Across the entries below, determine how many lines include the word "setLineDash". State only the resulting number.

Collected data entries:
BEGIN
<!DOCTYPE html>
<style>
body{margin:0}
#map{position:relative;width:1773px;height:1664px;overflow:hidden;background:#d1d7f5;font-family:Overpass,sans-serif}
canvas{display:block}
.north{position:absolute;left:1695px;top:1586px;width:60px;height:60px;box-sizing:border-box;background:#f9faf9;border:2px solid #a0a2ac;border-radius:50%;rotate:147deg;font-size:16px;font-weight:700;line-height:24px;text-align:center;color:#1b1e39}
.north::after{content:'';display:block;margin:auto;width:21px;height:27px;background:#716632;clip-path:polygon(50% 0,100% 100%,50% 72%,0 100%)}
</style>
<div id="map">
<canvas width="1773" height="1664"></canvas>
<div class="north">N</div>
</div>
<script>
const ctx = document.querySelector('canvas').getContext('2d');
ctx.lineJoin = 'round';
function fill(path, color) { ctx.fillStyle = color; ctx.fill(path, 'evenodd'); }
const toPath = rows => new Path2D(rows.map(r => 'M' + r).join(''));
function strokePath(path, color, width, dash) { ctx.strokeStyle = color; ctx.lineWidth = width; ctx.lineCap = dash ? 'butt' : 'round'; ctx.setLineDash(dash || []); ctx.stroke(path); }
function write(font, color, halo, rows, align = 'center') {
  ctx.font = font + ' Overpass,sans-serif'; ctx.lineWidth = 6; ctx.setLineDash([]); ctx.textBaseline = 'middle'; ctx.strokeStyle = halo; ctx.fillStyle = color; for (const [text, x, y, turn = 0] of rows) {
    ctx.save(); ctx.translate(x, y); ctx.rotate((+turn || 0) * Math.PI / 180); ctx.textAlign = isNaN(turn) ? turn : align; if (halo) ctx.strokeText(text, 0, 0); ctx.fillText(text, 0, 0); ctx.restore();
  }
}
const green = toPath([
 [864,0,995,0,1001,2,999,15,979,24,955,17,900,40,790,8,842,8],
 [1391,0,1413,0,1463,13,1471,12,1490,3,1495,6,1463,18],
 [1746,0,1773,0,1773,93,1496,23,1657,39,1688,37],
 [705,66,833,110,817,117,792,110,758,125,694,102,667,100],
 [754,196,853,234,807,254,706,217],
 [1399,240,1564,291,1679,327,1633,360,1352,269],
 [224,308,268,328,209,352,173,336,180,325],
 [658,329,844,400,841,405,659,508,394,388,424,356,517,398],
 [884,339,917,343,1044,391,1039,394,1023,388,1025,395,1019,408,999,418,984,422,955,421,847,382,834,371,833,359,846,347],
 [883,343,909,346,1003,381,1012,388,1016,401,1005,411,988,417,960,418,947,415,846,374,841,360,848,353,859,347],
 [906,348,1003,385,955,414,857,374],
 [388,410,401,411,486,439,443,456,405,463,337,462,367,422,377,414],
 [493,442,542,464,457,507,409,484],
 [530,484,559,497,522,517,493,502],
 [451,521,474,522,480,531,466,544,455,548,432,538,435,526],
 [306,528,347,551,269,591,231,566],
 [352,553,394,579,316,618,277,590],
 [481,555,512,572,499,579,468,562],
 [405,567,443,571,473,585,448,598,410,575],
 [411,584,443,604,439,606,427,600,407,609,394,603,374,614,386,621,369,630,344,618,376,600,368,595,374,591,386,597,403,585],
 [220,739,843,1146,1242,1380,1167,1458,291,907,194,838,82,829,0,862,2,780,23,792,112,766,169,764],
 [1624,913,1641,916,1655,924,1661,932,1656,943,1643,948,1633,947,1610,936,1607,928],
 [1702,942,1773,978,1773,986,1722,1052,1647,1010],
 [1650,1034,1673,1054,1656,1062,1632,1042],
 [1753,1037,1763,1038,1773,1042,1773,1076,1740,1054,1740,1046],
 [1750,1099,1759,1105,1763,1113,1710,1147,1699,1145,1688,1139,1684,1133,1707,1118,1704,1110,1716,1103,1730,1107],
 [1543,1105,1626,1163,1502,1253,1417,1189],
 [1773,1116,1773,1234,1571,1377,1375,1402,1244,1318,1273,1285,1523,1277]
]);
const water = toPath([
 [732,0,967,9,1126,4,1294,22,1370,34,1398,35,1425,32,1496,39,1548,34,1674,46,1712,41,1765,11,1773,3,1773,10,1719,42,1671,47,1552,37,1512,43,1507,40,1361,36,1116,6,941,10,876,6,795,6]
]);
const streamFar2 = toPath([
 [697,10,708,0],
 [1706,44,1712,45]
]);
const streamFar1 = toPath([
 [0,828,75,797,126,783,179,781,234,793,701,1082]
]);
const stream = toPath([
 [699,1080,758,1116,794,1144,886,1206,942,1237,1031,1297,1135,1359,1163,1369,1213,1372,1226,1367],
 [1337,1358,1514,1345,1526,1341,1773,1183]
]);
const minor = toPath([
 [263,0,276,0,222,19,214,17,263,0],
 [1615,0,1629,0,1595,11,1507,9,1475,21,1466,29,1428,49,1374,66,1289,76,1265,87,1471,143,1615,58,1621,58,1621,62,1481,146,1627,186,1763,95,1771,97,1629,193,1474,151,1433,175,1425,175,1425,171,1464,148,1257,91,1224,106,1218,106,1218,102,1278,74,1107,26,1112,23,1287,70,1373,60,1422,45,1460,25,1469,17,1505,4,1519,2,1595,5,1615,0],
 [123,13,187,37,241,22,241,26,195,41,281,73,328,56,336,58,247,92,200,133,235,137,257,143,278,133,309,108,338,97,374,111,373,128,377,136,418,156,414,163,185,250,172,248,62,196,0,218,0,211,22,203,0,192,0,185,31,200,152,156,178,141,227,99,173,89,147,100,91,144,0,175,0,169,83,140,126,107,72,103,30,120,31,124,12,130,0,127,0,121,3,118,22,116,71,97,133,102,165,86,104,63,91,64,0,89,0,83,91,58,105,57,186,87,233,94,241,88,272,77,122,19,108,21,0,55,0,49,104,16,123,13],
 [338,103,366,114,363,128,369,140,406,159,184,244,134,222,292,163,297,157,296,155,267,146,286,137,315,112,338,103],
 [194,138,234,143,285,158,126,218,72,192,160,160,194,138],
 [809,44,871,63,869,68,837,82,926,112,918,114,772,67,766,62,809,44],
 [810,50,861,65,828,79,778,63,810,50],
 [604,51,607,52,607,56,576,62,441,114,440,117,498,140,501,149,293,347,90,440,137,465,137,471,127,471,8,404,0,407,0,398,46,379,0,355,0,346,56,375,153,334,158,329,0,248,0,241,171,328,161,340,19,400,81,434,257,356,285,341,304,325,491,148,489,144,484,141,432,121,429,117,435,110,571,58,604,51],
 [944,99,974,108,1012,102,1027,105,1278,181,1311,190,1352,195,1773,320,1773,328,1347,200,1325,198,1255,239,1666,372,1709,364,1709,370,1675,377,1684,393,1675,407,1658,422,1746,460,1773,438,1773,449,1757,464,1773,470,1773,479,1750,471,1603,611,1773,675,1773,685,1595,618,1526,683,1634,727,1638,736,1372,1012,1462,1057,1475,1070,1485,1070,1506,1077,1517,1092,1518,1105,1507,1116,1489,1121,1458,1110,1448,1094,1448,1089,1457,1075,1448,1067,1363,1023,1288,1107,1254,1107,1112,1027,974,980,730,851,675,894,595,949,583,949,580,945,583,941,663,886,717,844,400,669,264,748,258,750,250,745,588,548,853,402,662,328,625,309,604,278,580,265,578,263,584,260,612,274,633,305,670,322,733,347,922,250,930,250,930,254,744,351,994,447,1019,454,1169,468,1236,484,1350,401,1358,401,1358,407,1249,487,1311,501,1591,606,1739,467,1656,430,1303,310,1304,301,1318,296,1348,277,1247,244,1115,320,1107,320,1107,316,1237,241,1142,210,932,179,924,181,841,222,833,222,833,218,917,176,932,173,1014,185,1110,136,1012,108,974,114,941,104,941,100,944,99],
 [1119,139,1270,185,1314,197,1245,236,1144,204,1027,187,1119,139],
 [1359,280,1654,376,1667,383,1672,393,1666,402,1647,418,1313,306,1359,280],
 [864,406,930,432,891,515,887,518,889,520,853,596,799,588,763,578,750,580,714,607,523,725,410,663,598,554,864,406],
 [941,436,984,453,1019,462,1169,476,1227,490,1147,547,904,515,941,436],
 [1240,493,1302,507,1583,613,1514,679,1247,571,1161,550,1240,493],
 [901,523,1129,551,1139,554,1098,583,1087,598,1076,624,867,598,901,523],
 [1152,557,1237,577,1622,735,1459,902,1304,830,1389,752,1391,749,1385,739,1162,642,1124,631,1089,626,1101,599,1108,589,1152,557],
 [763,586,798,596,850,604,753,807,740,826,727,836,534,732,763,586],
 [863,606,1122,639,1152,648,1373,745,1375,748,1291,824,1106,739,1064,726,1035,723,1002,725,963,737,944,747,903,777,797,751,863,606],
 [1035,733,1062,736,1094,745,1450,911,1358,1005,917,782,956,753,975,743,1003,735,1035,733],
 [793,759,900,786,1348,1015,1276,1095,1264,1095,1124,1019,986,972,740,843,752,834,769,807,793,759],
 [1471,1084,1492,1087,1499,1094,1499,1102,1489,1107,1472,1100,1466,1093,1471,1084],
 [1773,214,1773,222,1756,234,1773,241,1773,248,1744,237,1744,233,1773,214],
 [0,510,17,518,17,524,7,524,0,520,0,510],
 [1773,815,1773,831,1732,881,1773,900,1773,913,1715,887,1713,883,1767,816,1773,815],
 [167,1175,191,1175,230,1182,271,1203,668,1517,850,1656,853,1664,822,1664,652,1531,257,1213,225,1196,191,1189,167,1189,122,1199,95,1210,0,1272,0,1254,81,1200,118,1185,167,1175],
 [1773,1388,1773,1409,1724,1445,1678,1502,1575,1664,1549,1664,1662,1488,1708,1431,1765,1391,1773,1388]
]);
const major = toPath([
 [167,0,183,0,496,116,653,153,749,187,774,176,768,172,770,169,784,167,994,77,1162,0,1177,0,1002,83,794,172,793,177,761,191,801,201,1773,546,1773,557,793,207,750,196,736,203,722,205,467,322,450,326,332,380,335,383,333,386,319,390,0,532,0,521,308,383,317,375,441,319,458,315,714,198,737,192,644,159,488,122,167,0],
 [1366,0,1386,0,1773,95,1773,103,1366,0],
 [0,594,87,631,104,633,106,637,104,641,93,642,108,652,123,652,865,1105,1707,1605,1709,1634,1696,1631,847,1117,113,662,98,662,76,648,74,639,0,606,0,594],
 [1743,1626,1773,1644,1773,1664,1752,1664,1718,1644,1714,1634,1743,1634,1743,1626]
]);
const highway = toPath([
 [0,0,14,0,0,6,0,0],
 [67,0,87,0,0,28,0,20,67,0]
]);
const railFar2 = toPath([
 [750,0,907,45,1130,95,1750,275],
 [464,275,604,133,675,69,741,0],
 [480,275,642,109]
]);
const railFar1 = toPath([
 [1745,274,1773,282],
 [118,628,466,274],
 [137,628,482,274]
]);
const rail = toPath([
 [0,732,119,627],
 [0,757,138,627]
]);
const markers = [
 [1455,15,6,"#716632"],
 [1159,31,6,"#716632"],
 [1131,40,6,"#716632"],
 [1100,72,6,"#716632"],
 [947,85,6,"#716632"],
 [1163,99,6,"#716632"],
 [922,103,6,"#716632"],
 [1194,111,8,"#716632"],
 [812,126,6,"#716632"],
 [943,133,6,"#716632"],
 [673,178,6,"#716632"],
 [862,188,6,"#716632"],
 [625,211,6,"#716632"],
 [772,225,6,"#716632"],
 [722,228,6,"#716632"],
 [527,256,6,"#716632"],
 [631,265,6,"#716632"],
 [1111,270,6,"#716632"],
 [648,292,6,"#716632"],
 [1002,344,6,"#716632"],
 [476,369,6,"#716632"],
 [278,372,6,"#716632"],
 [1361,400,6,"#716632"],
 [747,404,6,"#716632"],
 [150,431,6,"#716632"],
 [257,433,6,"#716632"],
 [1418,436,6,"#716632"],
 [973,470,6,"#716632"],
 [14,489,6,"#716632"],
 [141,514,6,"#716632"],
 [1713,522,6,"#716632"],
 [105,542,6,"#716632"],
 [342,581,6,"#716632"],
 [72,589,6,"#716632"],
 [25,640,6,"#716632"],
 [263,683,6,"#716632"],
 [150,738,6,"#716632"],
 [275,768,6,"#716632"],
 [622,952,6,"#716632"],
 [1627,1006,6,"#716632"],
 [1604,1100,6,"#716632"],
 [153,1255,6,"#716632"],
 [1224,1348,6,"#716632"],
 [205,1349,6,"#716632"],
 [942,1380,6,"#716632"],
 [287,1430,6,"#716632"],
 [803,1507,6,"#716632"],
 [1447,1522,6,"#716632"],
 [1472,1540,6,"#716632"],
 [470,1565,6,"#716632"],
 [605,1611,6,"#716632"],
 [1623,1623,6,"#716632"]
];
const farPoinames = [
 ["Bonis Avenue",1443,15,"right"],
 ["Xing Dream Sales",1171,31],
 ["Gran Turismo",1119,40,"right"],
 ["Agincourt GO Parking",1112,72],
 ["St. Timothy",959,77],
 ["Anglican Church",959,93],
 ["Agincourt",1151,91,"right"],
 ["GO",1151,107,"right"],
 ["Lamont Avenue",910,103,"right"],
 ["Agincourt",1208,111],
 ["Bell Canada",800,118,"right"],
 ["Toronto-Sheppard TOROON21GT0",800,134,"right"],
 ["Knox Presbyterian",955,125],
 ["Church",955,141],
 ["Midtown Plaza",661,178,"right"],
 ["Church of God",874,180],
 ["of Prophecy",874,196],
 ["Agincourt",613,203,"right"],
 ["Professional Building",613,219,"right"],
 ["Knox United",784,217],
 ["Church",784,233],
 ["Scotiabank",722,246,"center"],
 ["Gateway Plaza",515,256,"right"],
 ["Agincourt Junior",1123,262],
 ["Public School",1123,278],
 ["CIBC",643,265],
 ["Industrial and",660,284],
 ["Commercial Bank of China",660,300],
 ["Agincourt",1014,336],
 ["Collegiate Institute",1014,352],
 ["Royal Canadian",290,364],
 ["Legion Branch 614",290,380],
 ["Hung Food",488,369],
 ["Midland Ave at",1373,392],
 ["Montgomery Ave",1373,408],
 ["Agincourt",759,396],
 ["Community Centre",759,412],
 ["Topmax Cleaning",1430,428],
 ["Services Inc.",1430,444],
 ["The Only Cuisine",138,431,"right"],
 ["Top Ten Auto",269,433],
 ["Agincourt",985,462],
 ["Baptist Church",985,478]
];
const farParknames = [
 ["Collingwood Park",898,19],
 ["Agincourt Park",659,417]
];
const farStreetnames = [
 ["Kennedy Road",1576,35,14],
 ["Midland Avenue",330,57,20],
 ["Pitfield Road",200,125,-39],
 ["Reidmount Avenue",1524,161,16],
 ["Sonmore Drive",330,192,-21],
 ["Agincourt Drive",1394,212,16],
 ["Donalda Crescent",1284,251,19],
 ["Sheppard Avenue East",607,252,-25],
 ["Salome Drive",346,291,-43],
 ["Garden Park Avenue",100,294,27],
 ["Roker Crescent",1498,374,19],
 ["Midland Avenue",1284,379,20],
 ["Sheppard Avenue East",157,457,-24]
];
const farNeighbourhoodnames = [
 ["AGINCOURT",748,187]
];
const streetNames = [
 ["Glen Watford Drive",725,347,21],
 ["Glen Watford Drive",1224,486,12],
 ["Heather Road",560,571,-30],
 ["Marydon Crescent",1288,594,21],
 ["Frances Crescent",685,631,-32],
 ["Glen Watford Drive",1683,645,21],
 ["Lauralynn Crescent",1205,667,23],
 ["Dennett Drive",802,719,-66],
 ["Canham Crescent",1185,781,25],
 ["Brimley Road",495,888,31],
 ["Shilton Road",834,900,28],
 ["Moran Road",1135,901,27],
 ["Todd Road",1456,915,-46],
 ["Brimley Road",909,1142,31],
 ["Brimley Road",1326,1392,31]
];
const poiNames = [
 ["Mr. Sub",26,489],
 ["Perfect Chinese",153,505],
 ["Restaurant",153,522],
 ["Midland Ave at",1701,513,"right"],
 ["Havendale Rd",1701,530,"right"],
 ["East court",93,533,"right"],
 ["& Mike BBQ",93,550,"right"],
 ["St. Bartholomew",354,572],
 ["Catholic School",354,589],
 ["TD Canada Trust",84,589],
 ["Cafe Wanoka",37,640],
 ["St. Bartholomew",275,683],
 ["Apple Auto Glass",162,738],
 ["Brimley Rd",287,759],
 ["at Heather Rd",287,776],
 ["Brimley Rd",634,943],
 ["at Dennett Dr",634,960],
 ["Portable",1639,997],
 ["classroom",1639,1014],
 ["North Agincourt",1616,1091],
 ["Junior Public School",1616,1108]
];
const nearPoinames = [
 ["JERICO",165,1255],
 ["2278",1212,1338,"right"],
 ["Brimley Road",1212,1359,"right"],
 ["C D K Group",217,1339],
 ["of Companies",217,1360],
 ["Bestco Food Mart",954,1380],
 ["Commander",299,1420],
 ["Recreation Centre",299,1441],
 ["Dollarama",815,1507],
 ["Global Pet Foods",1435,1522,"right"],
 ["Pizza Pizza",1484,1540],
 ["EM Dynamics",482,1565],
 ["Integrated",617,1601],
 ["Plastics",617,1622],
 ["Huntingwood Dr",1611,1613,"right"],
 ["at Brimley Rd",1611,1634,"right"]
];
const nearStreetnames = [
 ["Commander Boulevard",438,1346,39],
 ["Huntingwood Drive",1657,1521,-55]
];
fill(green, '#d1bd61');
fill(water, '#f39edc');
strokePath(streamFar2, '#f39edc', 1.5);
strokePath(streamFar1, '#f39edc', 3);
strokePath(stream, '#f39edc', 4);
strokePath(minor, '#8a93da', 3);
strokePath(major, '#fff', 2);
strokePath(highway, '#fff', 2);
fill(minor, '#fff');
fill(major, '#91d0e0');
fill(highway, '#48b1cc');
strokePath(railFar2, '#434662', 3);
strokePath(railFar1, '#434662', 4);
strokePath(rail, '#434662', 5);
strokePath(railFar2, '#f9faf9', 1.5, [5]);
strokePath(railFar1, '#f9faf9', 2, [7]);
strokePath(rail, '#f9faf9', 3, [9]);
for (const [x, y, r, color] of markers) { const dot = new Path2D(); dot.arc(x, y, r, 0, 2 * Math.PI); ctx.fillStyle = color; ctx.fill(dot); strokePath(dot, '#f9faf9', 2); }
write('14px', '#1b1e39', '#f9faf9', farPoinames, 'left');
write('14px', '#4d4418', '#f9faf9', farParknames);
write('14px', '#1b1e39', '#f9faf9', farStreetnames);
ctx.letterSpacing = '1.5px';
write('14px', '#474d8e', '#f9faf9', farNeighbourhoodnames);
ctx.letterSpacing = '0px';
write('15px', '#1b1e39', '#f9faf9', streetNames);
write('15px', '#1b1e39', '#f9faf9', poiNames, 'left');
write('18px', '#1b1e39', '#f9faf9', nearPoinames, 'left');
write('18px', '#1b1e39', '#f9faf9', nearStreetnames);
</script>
END
- _Answer to the problem_
2